A higher proportion of patients harboring aPLs was observed in the dyslipidemia group, which showed higher levels of IgA anti-β2GPI and suggested that such antibodies might contribute to dyslipidemia in SLE patients. Although these aPLs have been associated with atherogenesis and cardiovascular events [30, 31], we did not find an association between these antibodies and prior AMI or stroke.

SLE is an autoimmune disease that presents significant immune dysregulation, documented by the hyperactivation of B lymphocytes, and a high production of proinflammatory cytokines, such as IL-6 and TNF-alpha [32,33,34]. These cytokines are involved in the immunology of atherosclerosis, where IL-6 and TNF-α represent atherogenic cytokines that induce the expression of acute-phase atherogenic proteins, such as CRP. By contrast, IL-10 is an immunoregulatory cytokine also detected at increased levels in SLE patients and exhibiting a protective role in atherosclerosis [32,33,34,35,36,37,38,39,40].

In this study, we observed no differences in serum levels of these cytokines between the two groups of lupus patients. Interestingly, CRP levels were also similar in both groups, although they were much lower than those observed in dyslipidemic women without SLE living in Bahia [20]. Here, an important correlation was observed between IL-6 and CRP levels, but only in the dyslipidemia group, highlighting the likely involvement of this cytokine in the process of atherogenesis in SLE. In contrast to what was observed in dyslipidemic women without SLE living in Salvador [20], TNF-α levels were not elevated in lupus patients presenting dyslipidemia. However, TNF-α is a proinflammatory cytokine associated with SLE and whose roles in the clinical manifestations of this disease remain under investigation [32]. Conversely, one would expect a decrease in IL-10 levels in lupus patients with dyslipidemia based on reports of low IL-10 levels in patients presenting cardiovascular events [39, 40]. However, an increase in serum IL-10 levels has been described in lupus patients and associated with B lymphocyte hyperactivation and autoantibody production [33]. Therefore, our findings suggested that dyslipidemia might downregulate IL-10 production in lupus patients with this metabolic disorder.
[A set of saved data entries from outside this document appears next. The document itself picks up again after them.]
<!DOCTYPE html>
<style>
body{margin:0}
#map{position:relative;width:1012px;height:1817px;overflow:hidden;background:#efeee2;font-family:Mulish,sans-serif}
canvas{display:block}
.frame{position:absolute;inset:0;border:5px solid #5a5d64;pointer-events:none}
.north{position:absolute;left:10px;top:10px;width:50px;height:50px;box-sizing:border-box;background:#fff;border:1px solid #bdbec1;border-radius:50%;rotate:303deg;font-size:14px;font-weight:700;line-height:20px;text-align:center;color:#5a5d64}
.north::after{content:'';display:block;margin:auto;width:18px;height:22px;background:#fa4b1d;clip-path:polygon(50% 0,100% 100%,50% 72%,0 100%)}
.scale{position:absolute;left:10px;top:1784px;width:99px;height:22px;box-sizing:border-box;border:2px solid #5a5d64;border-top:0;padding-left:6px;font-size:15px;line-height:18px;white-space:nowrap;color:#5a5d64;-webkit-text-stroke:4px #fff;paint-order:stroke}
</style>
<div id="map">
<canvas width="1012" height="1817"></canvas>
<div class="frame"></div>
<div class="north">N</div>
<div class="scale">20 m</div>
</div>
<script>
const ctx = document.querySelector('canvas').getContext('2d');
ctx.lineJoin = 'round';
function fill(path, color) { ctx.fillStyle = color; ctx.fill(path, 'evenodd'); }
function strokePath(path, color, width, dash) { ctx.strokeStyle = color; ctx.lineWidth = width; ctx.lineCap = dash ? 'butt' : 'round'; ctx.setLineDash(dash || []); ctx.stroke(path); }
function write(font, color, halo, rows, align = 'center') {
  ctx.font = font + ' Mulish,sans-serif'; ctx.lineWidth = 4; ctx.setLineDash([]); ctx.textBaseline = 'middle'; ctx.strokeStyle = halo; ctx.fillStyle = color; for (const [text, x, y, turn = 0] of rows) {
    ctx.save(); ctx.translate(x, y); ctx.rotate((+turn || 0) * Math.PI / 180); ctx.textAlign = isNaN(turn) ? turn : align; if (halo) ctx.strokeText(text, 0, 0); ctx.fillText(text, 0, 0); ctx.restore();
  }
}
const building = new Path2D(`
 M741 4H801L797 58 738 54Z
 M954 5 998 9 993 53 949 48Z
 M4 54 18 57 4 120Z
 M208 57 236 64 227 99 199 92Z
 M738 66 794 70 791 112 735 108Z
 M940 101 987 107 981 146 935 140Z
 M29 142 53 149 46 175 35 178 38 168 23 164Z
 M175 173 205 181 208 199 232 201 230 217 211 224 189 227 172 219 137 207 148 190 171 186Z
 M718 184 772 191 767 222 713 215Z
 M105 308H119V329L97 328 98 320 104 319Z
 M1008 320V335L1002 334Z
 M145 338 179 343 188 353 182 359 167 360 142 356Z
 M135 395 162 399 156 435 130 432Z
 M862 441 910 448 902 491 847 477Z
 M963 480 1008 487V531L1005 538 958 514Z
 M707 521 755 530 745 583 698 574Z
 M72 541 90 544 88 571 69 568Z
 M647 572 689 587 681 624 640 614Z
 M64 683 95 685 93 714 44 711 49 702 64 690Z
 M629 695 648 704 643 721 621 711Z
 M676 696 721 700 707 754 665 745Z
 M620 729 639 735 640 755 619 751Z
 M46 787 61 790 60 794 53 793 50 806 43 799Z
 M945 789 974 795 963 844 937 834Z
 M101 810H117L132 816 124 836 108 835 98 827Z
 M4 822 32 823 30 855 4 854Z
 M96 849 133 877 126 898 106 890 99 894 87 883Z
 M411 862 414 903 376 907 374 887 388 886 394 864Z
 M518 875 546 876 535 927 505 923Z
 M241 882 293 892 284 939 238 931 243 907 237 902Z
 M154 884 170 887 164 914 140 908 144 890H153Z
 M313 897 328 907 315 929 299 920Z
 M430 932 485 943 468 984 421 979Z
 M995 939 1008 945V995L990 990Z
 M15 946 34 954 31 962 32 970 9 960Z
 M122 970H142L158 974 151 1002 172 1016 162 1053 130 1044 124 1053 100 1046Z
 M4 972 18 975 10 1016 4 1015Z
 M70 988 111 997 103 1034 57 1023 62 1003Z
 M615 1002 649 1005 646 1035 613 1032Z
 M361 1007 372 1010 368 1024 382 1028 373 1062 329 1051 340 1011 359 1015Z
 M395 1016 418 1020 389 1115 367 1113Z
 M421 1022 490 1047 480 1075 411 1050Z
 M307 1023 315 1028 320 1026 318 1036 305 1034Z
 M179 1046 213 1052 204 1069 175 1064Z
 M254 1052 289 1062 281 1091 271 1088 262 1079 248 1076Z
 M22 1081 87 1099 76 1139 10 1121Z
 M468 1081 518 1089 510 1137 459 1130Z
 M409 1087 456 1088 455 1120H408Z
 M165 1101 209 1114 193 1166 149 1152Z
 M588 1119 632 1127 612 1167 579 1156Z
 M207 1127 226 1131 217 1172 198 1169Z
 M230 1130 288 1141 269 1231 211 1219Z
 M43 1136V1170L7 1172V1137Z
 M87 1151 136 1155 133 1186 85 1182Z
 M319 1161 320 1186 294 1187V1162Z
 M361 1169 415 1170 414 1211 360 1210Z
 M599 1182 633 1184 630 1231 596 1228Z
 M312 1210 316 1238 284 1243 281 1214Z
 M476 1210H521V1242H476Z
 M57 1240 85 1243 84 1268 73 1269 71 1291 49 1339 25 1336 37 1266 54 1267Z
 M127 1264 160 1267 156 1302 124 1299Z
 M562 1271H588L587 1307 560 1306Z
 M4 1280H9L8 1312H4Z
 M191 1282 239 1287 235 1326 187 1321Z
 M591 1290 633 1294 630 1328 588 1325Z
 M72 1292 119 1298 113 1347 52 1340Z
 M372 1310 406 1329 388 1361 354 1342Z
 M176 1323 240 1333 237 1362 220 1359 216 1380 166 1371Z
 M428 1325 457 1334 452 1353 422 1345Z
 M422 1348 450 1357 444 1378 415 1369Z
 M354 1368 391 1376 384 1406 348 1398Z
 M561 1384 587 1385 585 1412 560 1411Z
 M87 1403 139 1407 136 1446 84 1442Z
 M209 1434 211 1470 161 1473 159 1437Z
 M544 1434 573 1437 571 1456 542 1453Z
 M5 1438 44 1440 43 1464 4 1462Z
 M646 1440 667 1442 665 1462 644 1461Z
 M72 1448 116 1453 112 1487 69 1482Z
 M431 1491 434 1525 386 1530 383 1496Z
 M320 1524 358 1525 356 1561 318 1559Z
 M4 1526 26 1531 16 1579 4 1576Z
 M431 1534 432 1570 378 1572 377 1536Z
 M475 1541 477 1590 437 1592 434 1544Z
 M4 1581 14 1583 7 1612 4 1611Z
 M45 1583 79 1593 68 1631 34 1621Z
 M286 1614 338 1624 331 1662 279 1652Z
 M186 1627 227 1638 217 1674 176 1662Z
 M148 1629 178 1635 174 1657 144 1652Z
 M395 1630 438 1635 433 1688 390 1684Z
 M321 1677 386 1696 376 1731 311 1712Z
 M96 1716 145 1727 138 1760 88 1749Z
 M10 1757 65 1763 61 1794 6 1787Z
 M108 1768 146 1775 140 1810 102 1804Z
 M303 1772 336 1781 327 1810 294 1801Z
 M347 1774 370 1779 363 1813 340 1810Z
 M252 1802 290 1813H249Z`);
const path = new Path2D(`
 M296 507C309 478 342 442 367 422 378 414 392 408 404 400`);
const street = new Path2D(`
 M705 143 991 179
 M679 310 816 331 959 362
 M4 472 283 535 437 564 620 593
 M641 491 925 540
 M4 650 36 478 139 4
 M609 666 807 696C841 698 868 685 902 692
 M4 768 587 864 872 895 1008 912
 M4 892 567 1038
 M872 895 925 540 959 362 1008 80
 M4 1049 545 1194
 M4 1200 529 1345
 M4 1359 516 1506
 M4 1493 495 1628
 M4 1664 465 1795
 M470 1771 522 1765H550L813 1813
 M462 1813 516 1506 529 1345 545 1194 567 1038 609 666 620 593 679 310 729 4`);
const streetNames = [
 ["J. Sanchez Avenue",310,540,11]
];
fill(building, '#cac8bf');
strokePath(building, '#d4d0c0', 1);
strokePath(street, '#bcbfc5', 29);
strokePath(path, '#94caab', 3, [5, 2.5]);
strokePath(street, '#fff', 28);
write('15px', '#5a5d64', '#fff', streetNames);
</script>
In conclusion, we demonstrated a high prevalence of dyslipidemia in Brazilian women with SLE living in Bahia (Brazil) according to their elevated levels of non-HDL-C and increased TG:HDL-C ratios, which suggest a high risk of CVD susceptibility. Immunologic changes are represented in these dyslipidemic SLE patients by high levels of ANAs and a higher production of IgA anti-β2GPI; however, determination of their involvement in the progression of atherosclerosis requires further study.